Thursday, 29 May 2008

The best laid plans o' mice and men........

You'll have noticed the absence of blog entries for a few days now. There I was in my last entry waxing eloquently about how well I thought the second cycle was going and then it hit me! The day after I finished week one of cycle two ( which involved the melphalan, prednisolone and Thalidomide) I really crashed and felt very unwell and extremely tired. To cut a long story short this got worse and I slept around the clock and could hardly walk into our garden. On the Sunday I also developed a temperature and it was off to hospital again where I stayed for another three days. Usual scenario- this involved IV antibiotics and also the decision to reduce the thalidomide dose from 100mg to the original 50 mg. It may be that I'm one of those who don't tolerate thalidomide as well as the treatment regimne demands. So I'm back on the same level of thalidomide as in the first cycle and also with more antibiotics as I seem to have another chest infection or " basal crackles" as my gp note puts it.

I'm still pretty tired but one of the more difficult things about my hospital stays is that ( as you all know) I am very difficult to canulate and this hospital stay produced some records. It took over 3 hours to get a canula in and involved 12 attempts- my veins have had enough I think.

I'm home- as you'll gather but still pretty weak and having to take it easy until I get my strength back. What's also interesting is the difference between hospital wards in terms of reactions to my condition. Ward 8 at the WGH is where I usually go but there were no beds. I ended up in Ward 3 in a single room because I was deemed neutropenic( neutrophils at .7- you normal folks have neutrophils I think at 3 0r 4 etc- I hope that's right). Ward 3 nurses were very concerned about the low level of my neutrophils and so I wasn't allowed out of my room at all so for three days lay around, didn't move and quickly got cabin fever. When the haematology doctors came to see me- they were much more relaxed because for them .5 is the threshold where they begin to worry. Interesting the difference between different bits of the hospital and different disciplines. For information my neutrophils were .6 the day I left hospital.
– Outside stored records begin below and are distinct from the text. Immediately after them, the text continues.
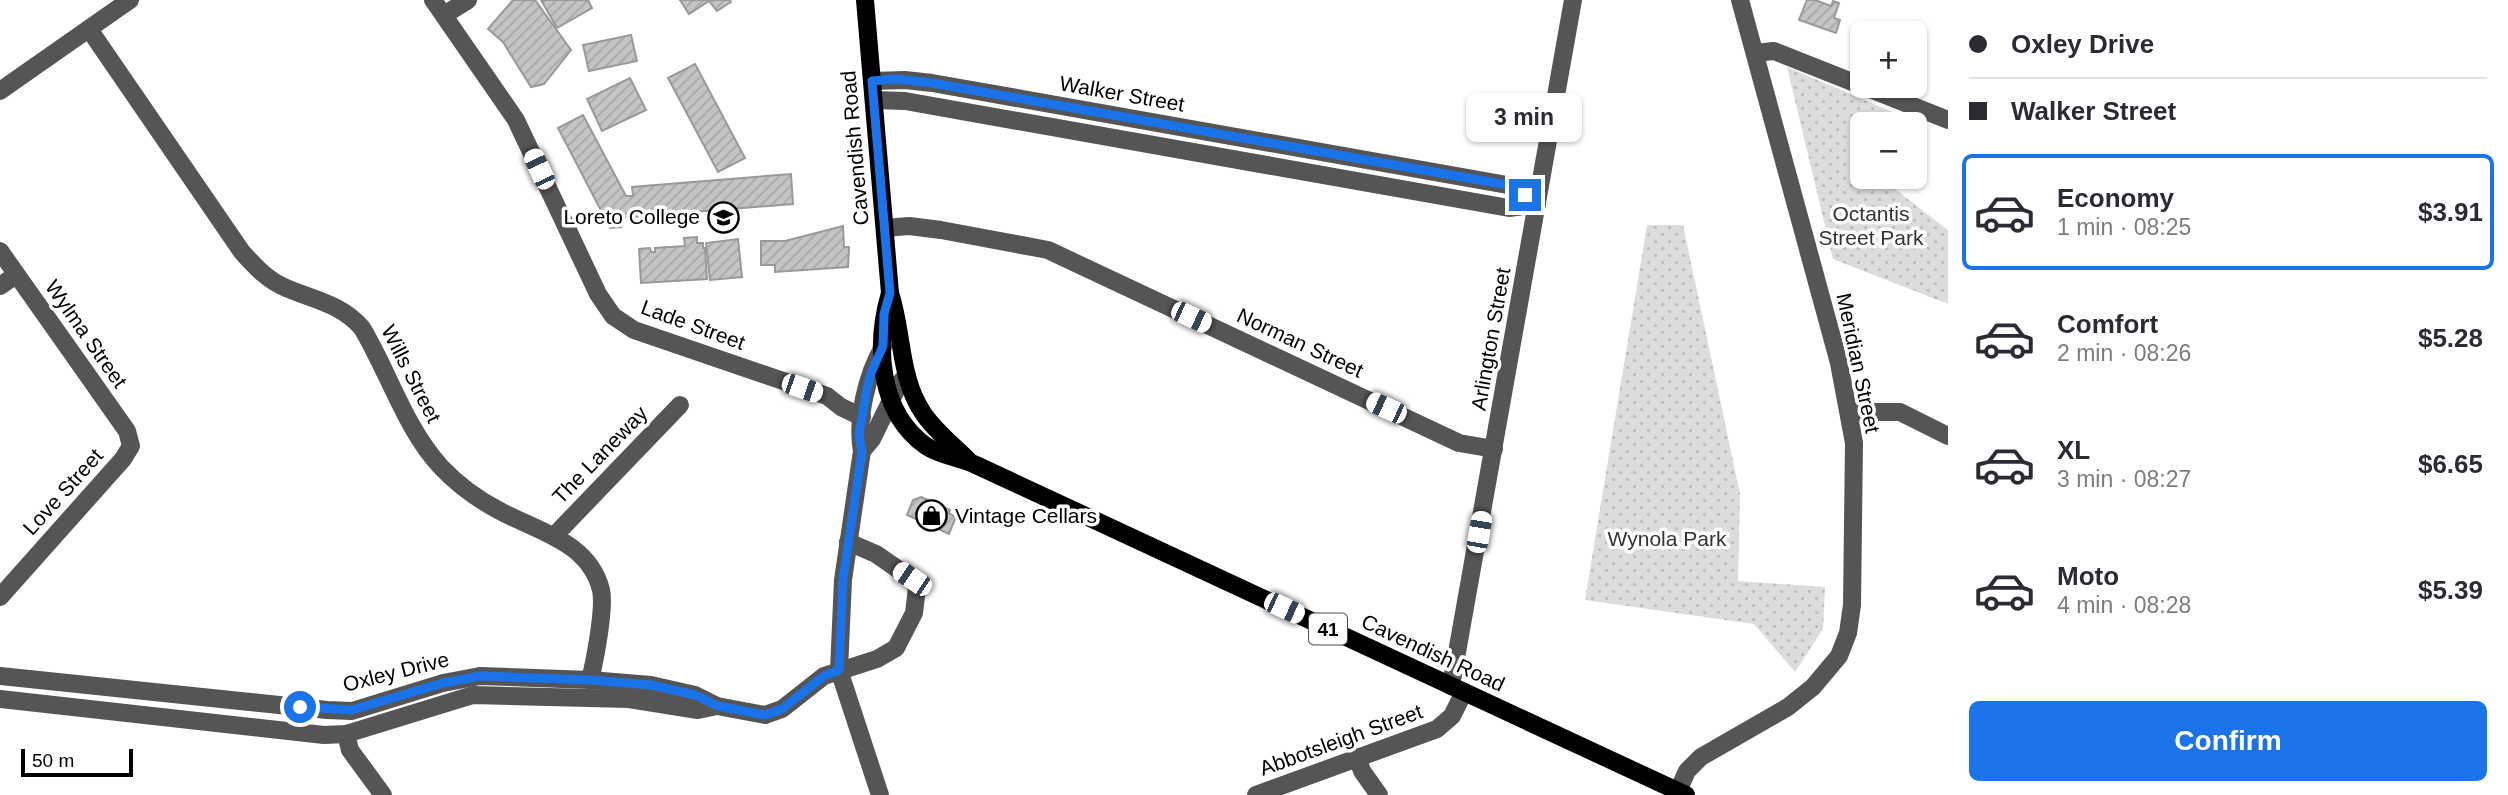 <!DOCTYPE html>
<meta charset="utf-8">
<style>
:root{--surface:#fff;--page:#f7f7f7;--text:#2b2b33;--muted:#7c7c81;--line:#e1e1e2;--accent:#1a73e8}
body{margin:0;font-family:Arial,sans-serif;background:var(--page);color:var(--text);height:100vh;display:flex;flex-direction:column;font-size:26px;white-space:nowrap}
*{box-sizing:border-box;margin:0}
p{font-size:23px;color:var(--muted)}
.icon{flex:none;width:38px;height:38px;fill:none;stroke:currentColor;stroke-width:2;stroke-linecap:round;stroke-linejoin:round}
.map{position:relative;flex:1;overflow:hidden}
.details{display:flex;flex-direction:column;background:var(--surface);width:560px}
.details>*{flex:none}
.top-card{display:grid;align-content:center;height:154px;padding:0 21px;background:var(--surface)}
.fabs{position:absolute;left:1850px;top:21px;display:grid;gap:14px}
.fabs a{display:grid;place-items:center;width:77px;height:77px;border-radius:10px;background:var(--surface);box-shadow:0 2px 5px #0004;font-size:35px}
.scale{position:absolute;left:21px;bottom:18px;width:112px;box-sizing:border-box;padding-left:7px;border:4px solid #000;border-top:0;font-size:19px;line-height:24px;white-space:nowrap;color:#000;-webkit-text-stroke:5px #fff;paint-order:stroke}
.end{position:absolute;width:32px;height:32px;margin:-16px;border:9px solid #1a73e8;background:#fff;box-shadow:0 0 0 4px #fff}
.from{border-radius:50%}
.bubble{position:absolute;height:49px;border-radius:10px;background:var(--surface);box-shadow:0 2px 5px #0004;font-size:23px;font-weight:600;line-height:49px;text-align:center}
.car{position:absolute;width:21px;height:42px;margin:-21px -10px;border-radius:9px;box-shadow:0 0 5px 2px #0007;background:linear-gradient(#fff 24%,#345 0 40%,#fff 0 76%,#345 0 86%,#fff 0)}
.top-card b{display:flex;align-items:center;gap:24px;height:66px;font-size:26px}
.top-card b+b{border-top:2px solid var(--line)}
.top-card i{width:18px;height:18px;background:var(--text)}
ul{padding:0;list-style:none}
li{display:flex;align-items:center;gap:21px;height:116px;margin:0 14px 10px;padding:0 7px;border:4px solid transparent;border-radius:10px}
li div{flex:1}
li b{display:block;font-size:26px}
li em{font-style:normal;font-weight:600}
li.active{border-color:var(--accent)}
li>.icon{width:63px;height:63px;stroke-width:1.5}
.button{display:flex;gap:14px;margin-top:auto;padding:14px 21px}
.button a{flex:1;height:80px;border-radius:10px;background:var(--accent);color:#fff;font-size:28px;font-weight:600;line-height:80px;text-align:center}
main{display:flex;flex:1;min-height:0}
.map>svg:first-child{display:block}
.grass{fill:url(#grass-dots)}
.building{fill:url(#building-hatch);stroke:#999;stroke-width:2}
.lines{fill:none;stroke-linecap:round;stroke-linejoin:round}
.minor{stroke:#555;stroke-width:18}
.major{stroke:#000;stroke-width:18}
.route{stroke:#1a73e8;stroke-width:9}
.labels{text-anchor:middle;stroke-width:7;stroke-linejoin:round;paint-order:stroke}
.shield{fill:#fff;stroke:#4c4c4c;stroke-width:2}
.shield-label{font-size:19px;font-weight:bold;fill:#000}
.street-label{font-size:21px;fill:#000;stroke:#fff}
.park-label{font-size:21px;fill:#333;stroke:#fff}
.poi-label{font-size:21px;fill:#000;stroke:#fff;text-anchor:end}
</style>
<main>
<div class="map">
<svg width="1948" height="795" viewBox="0 0 1948 795">
<defs>
<pattern id="grass-dots" width="8" height="8" patternUnits="userSpaceOnUse" patternTransform="scale(1.75)"><rect width="8" height="8" fill="#dcdcdc"/><path d="M2 2h.1M6 6h.1" fill="none" stroke="#bbb" stroke-width="1.8" stroke-linecap="round"/></pattern>
<pattern id="building-hatch" width="6" height="6" patternUnits="userSpaceOnUse" patternTransform="scale(1.75)"><rect width="6" height="6" fill="#c4c4c4"/><path d="M-1 1l2-2M0 6l6-6M5 7l2-2" fill="none" stroke="#a7a7a7"/></pattern>
</defs>
<rect width="100%" height="100%" fill="#fff"/>
<g class="grass">
<path d="M 1787,67 L 1909,119 L 1907,124 L 1862,124 L 1862,177 L 1889,177 L 1887,183 L 1948,230 L 1948,304 L 1833,259 Z"/>
<path d="M 1647,225 L 1683,225 L 1740,494 L 1738,581 L 1825,587 L 1823,629 L 1795,672 L 1754,624 L 1585,600 Z"/>
</g>
<g class="building">
<path d="M 513,0 L 535,0 L 571,50 L 544,84 L 531,87 L 503,42 L 488,29 Z"/>
<path d="M 541,0 L 588,0 L 592,8 L 557,28 Z"/>
<path d="M 680,0 L 730,0 L 731,2 L 717,11 L 709,1 L 689,14 Z"/>
<path d="M 1807,0 L 1815,0 L 1831,6 L 1833,1 L 1839,3 L 1834,18 L 1840,20 L 1836,33 L 1799,20 Z"/>
<path d="M 631,35 L 637,61 L 589,71 L 583,45 Z"/>
<path d="M 695,64 L 745,158 L 718,172 L 668,78 Z"/>
<path d="M 630,78 L 646,110 L 602,131 L 587,99 Z"/>
<path d="M 583,115 L 626,196 L 633,196 L 632,187 L 791,174 L 793,204 L 620,218 L 621,227 L 610,228 L 558,128 Z"/>
<path d="M 843,226 L 844,247 L 849,247 L 848,267 L 775,272 L 775,265 L 761,265 L 761,241 L 785,241 Z"/>
<path d="M 697,237 L 697,243 L 703,243 L 703,248 L 705,248 L 707,279 L 641,283 L 639,249 L 650,248 L 651,252 L 655,252 L 655,248 L 685,246 L 684,238 Z"/>
<path d="M 738,239 L 742,277 L 710,280 L 706,243 Z"/>
<path d="M 921,497 L 950,510 L 949,513 L 956,517 L 949,534 L 907,515 L 913,500 Z"/>
</g>
<g class="lines">
<g class="minor">
<path d="M 433,0 L 516,120 L 598,294 L 613,316 L 634,330 L 827,396 L 841,407 L 862,417"/>
<path d="M 444,15 L 468,0"/>
<path d="M 89,29 L 242,252 C 255,266 266,279 284,287 C 313,300 340,303 362,328 C 389,373 405,428 441,467 C 457,484 479,500 500,511 C 539,532 589,542 601,590 C 605,608 595,660 590,680"/>
<path d="M 1755,53 L 1774,51 L 1948,120"/>
<path d="M 872,81 L 905,80 L 932,83 L 1513,186 L 1537,204"/>
<path d="M 0,91 L 130,0"/>
<path d="M 874,100 L 905,101 L 1509,208 L 1537,204"/>
<path d="M 885,228 L 909,226 L 941,230 L 1048,250 L 1459,443 L 1494,449"/>
<path d="M 0,251 L 127,431 L 131,446 L 123,459 L 0,597"/>
<path d="M 0,286 L 16,275"/>
<path d="M 1849,412 L 1900,412 L 1948,436"/>
<path d="M 862,451 L 872,439 L 899,384 L 907,375"/>
<path d="M 554,536 L 680,405"/>
<path d="M 0,676 L 327,710 L 352,711 L 443,683 L 480,676 L 590,680 L 651,685 L 695,695 L 717,706 L 765,715 L 782,709 L 824,676 L 877,659 L 896,648 L 914,613 L 917,588 L 912,579 L 876,554 L 848,542"/>
<path d="M 1451,686 L 1573,0"/>
<path d="M 0,699 L 324,735 L 346,734 L 473,695 L 629,699 L 698,710 L 717,706"/>
<path d="M 346,734 L 350,750 L 383,795"/>
<path d="M 1357,757 L 1362,771 L 1379,795"/>
<path d="M 1678,791 L 1687,771 L 1701,757 L 1788,707 L 1813,687 L 1839,656 L 1848,633 L 1852,605 L 1854,443 L 1839,363 L 1740,0"/>
<path d="M 880,795 L 839,670 L 843,580 L 862,451 C 856,420 867,374 883,347"/>
<path d="M 1256,795 L 1437,729 L 1452,716 L 1464,692"/>
</g>
<g class="major">
<path d="M 865,0 L 890,293 C 903,332 899,378 923,413 C 935,431 953,445 968,460"/>
<path d="M 890,293 C 875,344 878,412 926,446 C 941,456 959,457 976,465 L 1686,795"/>
</g>
</g>
<g class="lines">
<path class="route" d="M 300,707 L 352,710 L 443,683 L 480,676 L 590,680 L 651,685 L 695,695 L 718,706 L 765,715 L 782,709 L 824,676 L 839,670 L 843,579 L 862,452 L 859,435 L 867,388 L 871,373 L 883,346 L 884,314 L 890,293 L 872,81 L 896,79 L 932,83 L 1513,186 L 1525,195"/>
</g>
<defs>
<symbol id="school-ring" viewBox="-11 -11 22 22"><circle r="9.5" fill="#fff" stroke="#000" stroke-width="1.5"/><path d="M0-5L7-2L0 1L-7-2ZM-4 1L0 2.5L4 1V4Q0 6-4 4Z" fill="#000"/></symbol>
<symbol id="shop-ring" viewBox="-11 -11 22 22"><circle r="9.5" fill="#fff" stroke="#000" stroke-width="1.5"/><path d="M-5-2.5h2.3a2.7 3.5 0 0 1 5.4 0H5L5.5 6h-11ZM-1.5-2.5h3a1.5 2.3 0 0 0-3 0Z" fill="#000"/></symbol>
</defs>
<g fill-rule="evenodd">
<use href="#school-ring" x="706" y="200" width="35" height="35"/>
<use href="#shop-ring" x="914" y="498" width="35" height="35"/>
</g>
<g class="labels">
<rect class="shield" x="1309" y="613.5" width="38" height="31" rx="5"/>
<g class="shield-label">
<text x="1328" y="636">41</text>
</g>
<g class="street-label">
<text transform="translate(1122 94) rotate(10)" y="7">Walker Street</text>
<text transform="translate(855 148) rotate(-95)" y="7">Cavendish Road</text>
<text transform="translate(693 325) rotate(20)" y="7">Lade Street</text>
<text transform="translate(86 334) rotate(55)" y="7">Wylma Street</text>
<text transform="translate(1491 339) rotate(-80)" y="7">Arlington Street</text>
<text transform="translate(1300 343) rotate(25)" y="7">Norman Street</text>
<text transform="translate(1858 363) rotate(78)" y="7">Meridian Street</text>
<text transform="translate(411 374) rotate(63)" y="7">Wills Street</text>
<text transform="translate(600 455) rotate(-46)" y="7">The Laneway</text>
<text transform="translate(63 492) rotate(-48)" y="7">Love Street</text>
<text transform="translate(1433 653) rotate(25)" y="7">Cavendish Road</text>
<text transform="translate(396 672) rotate(-14)" y="7">Oxley Drive</text>
<text transform="translate(1341 740) rotate(-20)" y="7">Abbotsleigh Street</text>
</g>
<g class="park-label">
<text x="1871" y="221">Octantis<tspan x="1871" dy="24">Street Park</tspan></text>
<text x="1667" y="546">Wynola Park</text>
</g>
<g class="poi-label">
<text x="700" y="224">Loreto College</text>
<text x="955" y="523" text-anchor="start">Vintage Cellars</text>
</g>
</g>
</svg>
<div class="fabs">
<a>+</a>
<a>−</a>
</div>
<div class="scale">50 m</div>
<i class="end from" style="left:300px;top:707px"></i>
<i class="end" style="left:1525px;top:195px"></i>
<div class="bubble" style="left:1466px;top:93px;width:116px">3 min</div>
<i class="car" style="left:539px;top:169px;rotate:335deg"></i>
<i class="car" style="left:1191px;top:317px;rotate:115deg"></i>
<i class="car" style="left:802px;top:388px;rotate:109deg"></i>
<i class="car" style="left:1386px;top:408px;rotate:295deg"></i>
<i class="car" style="left:1479px;top:532px;rotate:10deg"></i>
<i class="car" style="left:912px;top:579px;rotate:304deg"></i>
<i class="car" style="left:1284px;top:608px;rotate:115deg"></i>
</div>
<section class="details">
<div class="top-card">
<b><i class="from"></i>Oxley Drive</b>
<b><i></i>Walker Street</b>
</div>
<ul>
<li class="active"><svg class="icon" aria-label="car" viewBox="0 0 24 24"><path d="M5 17H2v-5l4-1 3-4h7l3 4 3 1v5h-3M9 17h6M6 11h13"/><circle cx="7" cy="17" r="2"/><circle cx="17" cy="17" r="2"/></svg><div><b>Economy</b><p>1 min · 08:25</p></div><em>$3.91</em></li>
<li><svg class="icon" aria-label="car" viewBox="0 0 24 24"><path d="M5 17H2v-5l4-1 3-4h7l3 4 3 1v5h-3M9 17h6M6 11h13"/><circle cx="7" cy="17" r="2"/><circle cx="17" cy="17" r="2"/></svg><div><b>Comfort</b><p>2 min · 08:26</p></div><em>$5.28</em></li>
<li><svg class="icon" aria-label="car" viewBox="0 0 24 24"><path d="M5 17H2v-5l4-1 3-4h7l3 4 3 1v5h-3M9 17h6M6 11h13"/><circle cx="7" cy="17" r="2"/><circle cx="17" cy="17" r="2"/></svg><div><b>XL</b><p>3 min · 08:27</p></div><em>$6.65</em></li>
<li><svg class="icon" aria-label="car" viewBox="0 0 24 24"><path d="M5 17H2v-5l4-1 3-4h7l3 4 3 1v5h-3M9 17h6M6 11h13"/><circle cx="7" cy="17" r="2"/><circle cx="17" cy="17" r="2"/></svg><div><b>Moto</b><p>4 min · 08:28</p></div><em>$5.39</em></li>
</ul>
<div class="button"><a>Confirm</a></div>
</section>
</main>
But it seems that despite this being pretty hard work- and more anticipated- the end result is that my paraprotein has actually come down again. Within the first 6 weeks of this regime my paraprotein has dropped from 28 to 14 and now to 10. Quite a good result despite the hard work. So I'm still here and still resisting the odds.

2 comments:

Don said...

Sounds like the puggle point rose up to get you! Sure sorry to hear that.

You're right about the neutrophils - on my last results sheet the reference range shows 1.7 to 7.0.

I'm glad they reduced the thalidomide. I read somewhere that the efficacy of thal is not strongly related to dosage, but side effects are! But the MPT treatment regimen is very widely used and there is a lot of information about it that your docs can research if they need to.

So wonderful that your proteins are returning to a normal range! Go Stewart!

Don said...

By the way, I wish the Scottish Medicine Consortium had seen this press release by the International Myeloma Foundation before they made their Revlimid ruling.